» Aim of the exercise
When you repeat the material, keep each line exact and omit the pictures.

◇ ◇ ◇

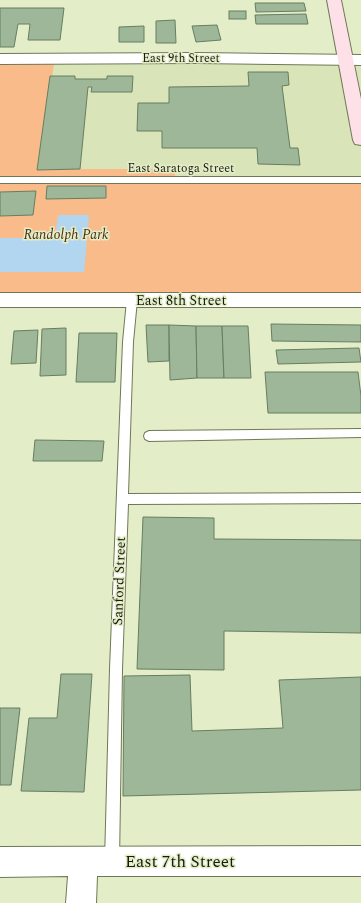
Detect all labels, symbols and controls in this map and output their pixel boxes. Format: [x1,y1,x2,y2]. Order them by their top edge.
street label: East 9th Street [142,49,220,68]
street label: East Saratoga Street [128,159,234,178]
park label: Randolph Park [23,224,109,245]
street label: East 8th Street [136,290,226,311]
street label: Sanford Street [107,536,131,626]
street label: East 7th Street [125,849,235,875]

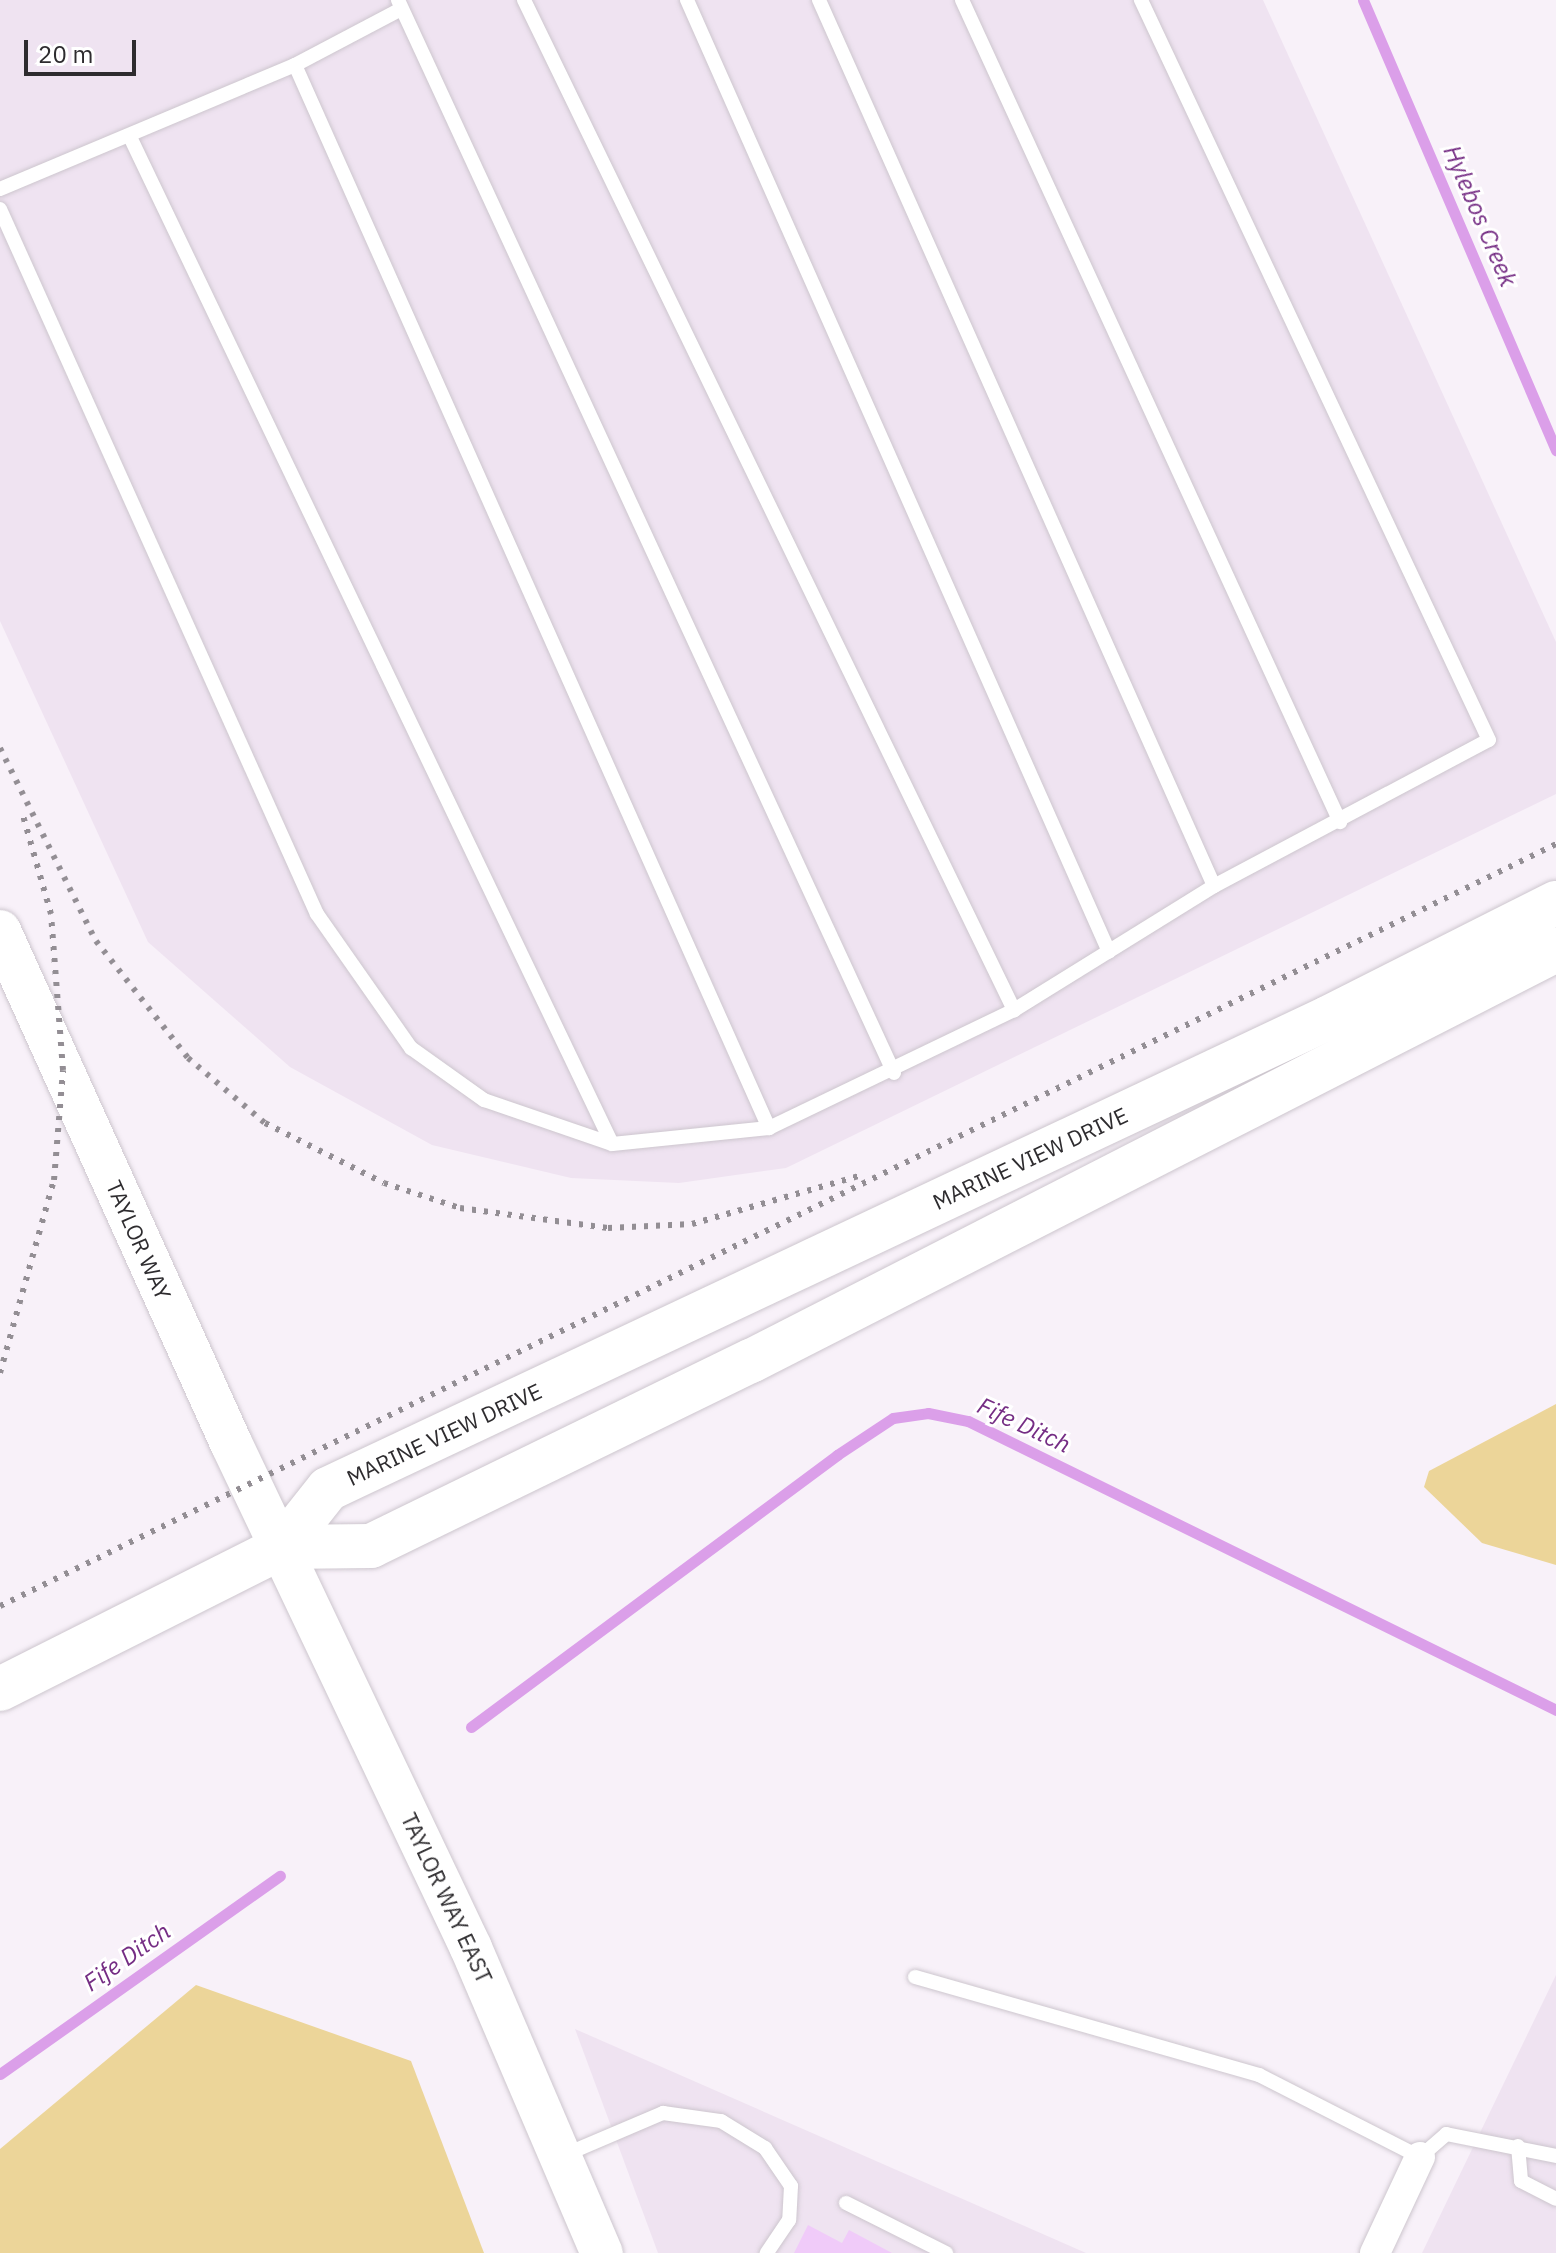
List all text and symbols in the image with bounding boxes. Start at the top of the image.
scale bar [28,24,140,74]
text: 20 m [38,38,93,70]
water label: Hylebos Creek [1437,141,1523,291]
street label: MARINE VIEW DRIVE [928,1101,1132,1215]
street label: TAYLOR WAY [101,1176,177,1304]
street label: MARINE VIEW DRIVE [342,1377,546,1491]
water label: Fife Ditch [973,1391,1075,1459]
street label: TAYLOR WAY EAST [396,1809,498,1987]
water label: Fife Ditch [78,1917,176,1997]

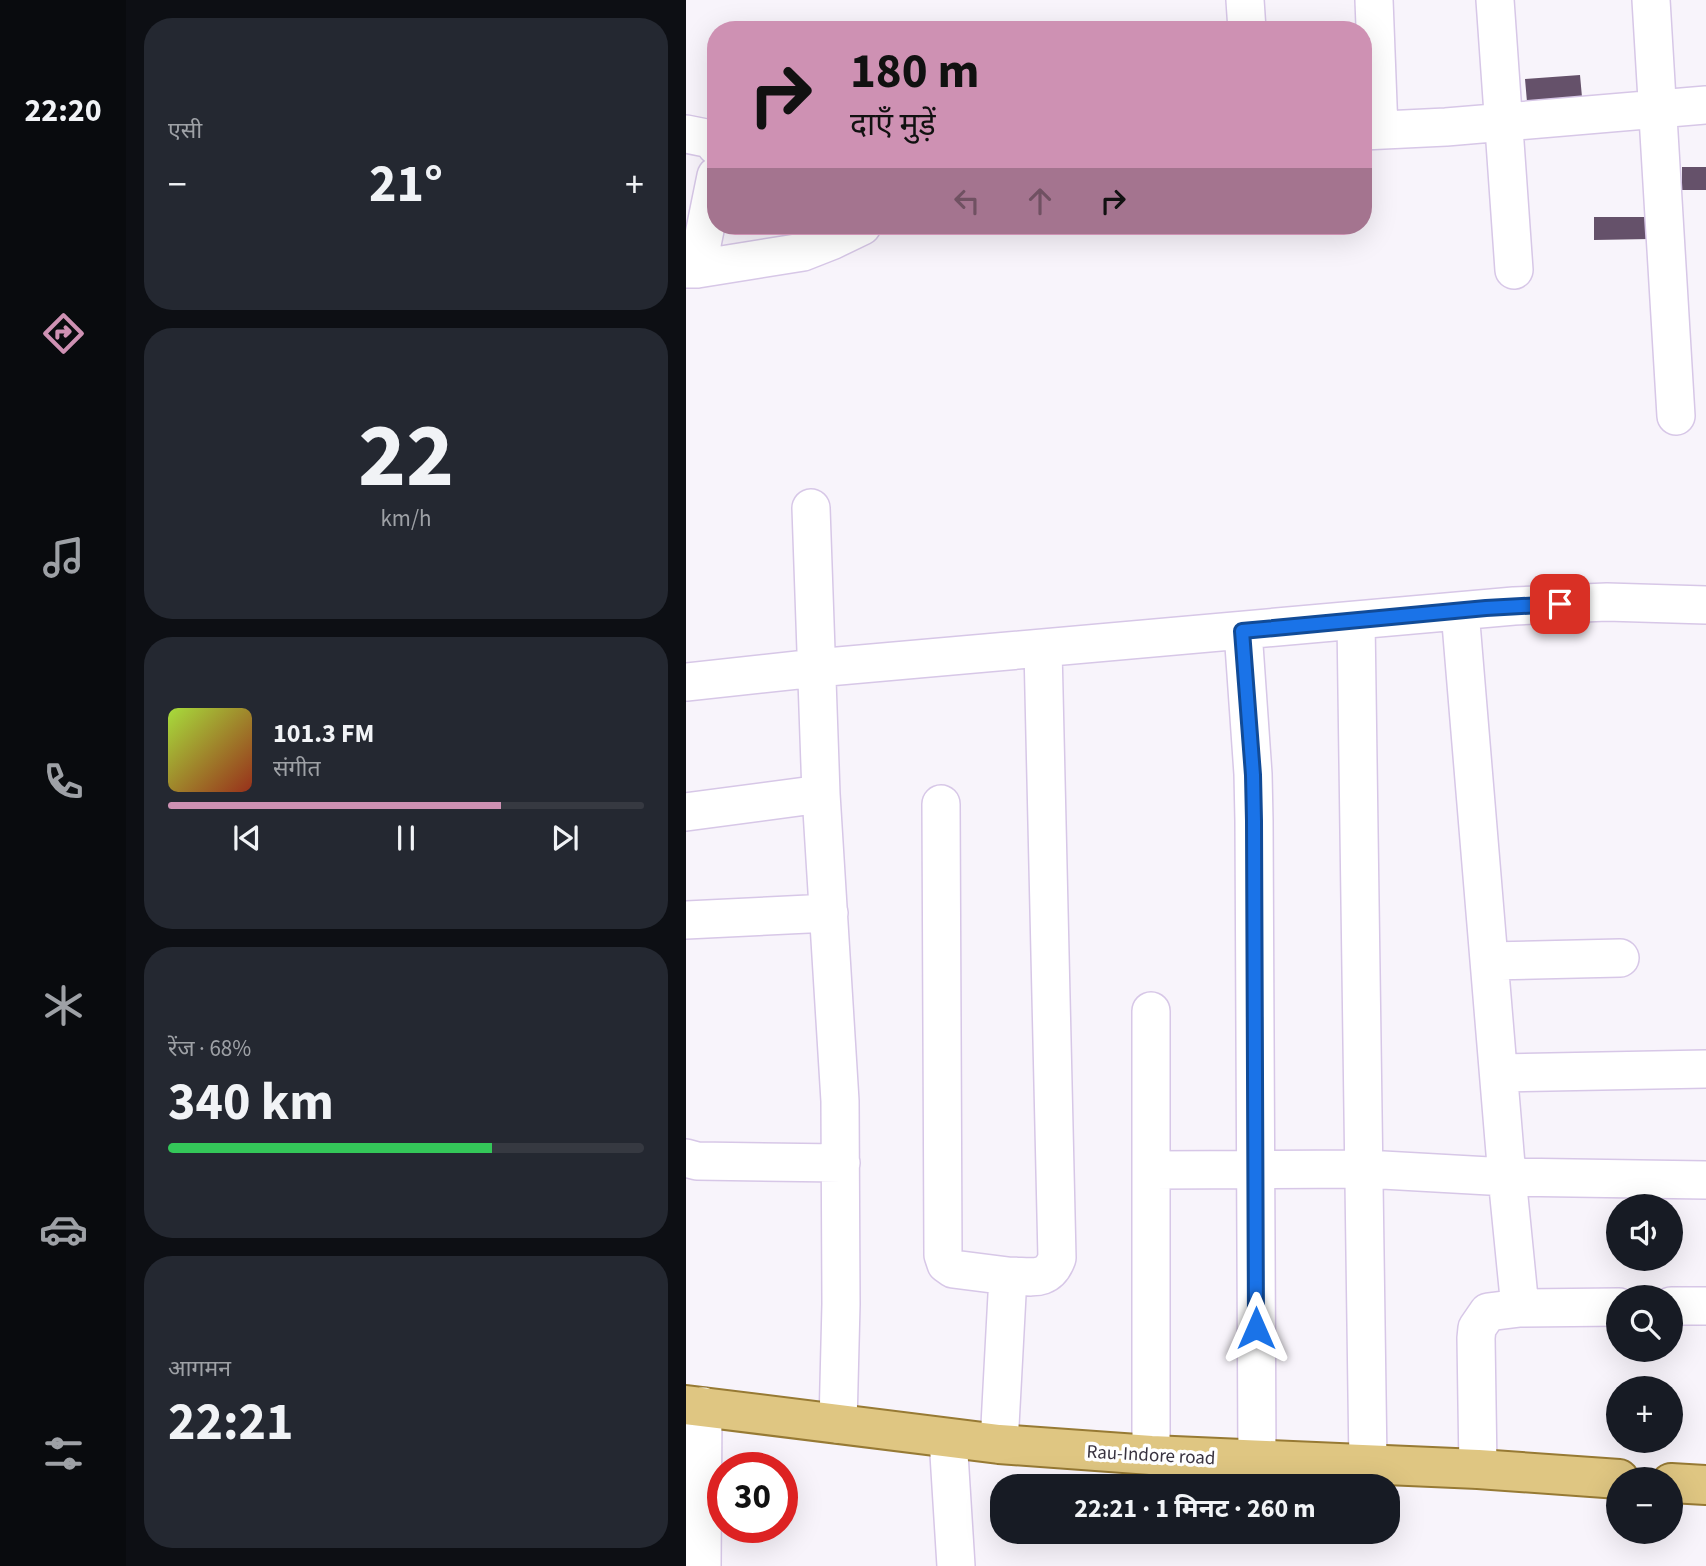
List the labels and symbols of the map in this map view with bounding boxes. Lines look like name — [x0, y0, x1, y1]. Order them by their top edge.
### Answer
pin — [1530, 574, 1590, 634]
position arrow — [1219, 1291, 1293, 1365]
street label: Rau-Indore road — [1086, 1439, 1216, 1472]
speed limit sign: 30 — [707, 1452, 798, 1543]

◇ ◇ ◇

» Your solution
Detect all labels, symbols and controls in this map and output their pixel boxes. Format: [x1,y1,x2,y2]. Order them by their top edge.
street label: East 9th Street [142,49,220,68]
street label: East Saratoga Street [128,159,234,178]
park label: Randolph Park [23,224,109,245]
street label: East 8th Street [136,290,226,311]
street label: Sanford Street [107,536,131,626]
street label: East 7th Street [125,849,235,875]

List all text and symbols in the image with bounding boxes. Start at the top of the image.
scale bar [28,24,140,74]
text: 20 m [38,38,93,70]
water label: Hylebos Creek [1437,141,1523,291]
street label: MARINE VIEW DRIVE [928,1101,1132,1215]
street label: TAYLOR WAY [101,1176,177,1304]
street label: MARINE VIEW DRIVE [342,1377,546,1491]
water label: Fife Ditch [973,1391,1075,1459]
street label: TAYLOR WAY EAST [396,1809,498,1987]
water label: Fife Ditch [78,1917,176,1997]

List the labels and symbols of the map in this map view with bounding boxes. Lines look like name — [x0, y0, x1, y1]. Order them by their top edge.
### Answer
pin — [1530, 574, 1590, 634]
position arrow — [1219, 1291, 1293, 1365]
street label: Rau-Indore road — [1086, 1439, 1216, 1472]
speed limit sign: 30 — [707, 1452, 798, 1543]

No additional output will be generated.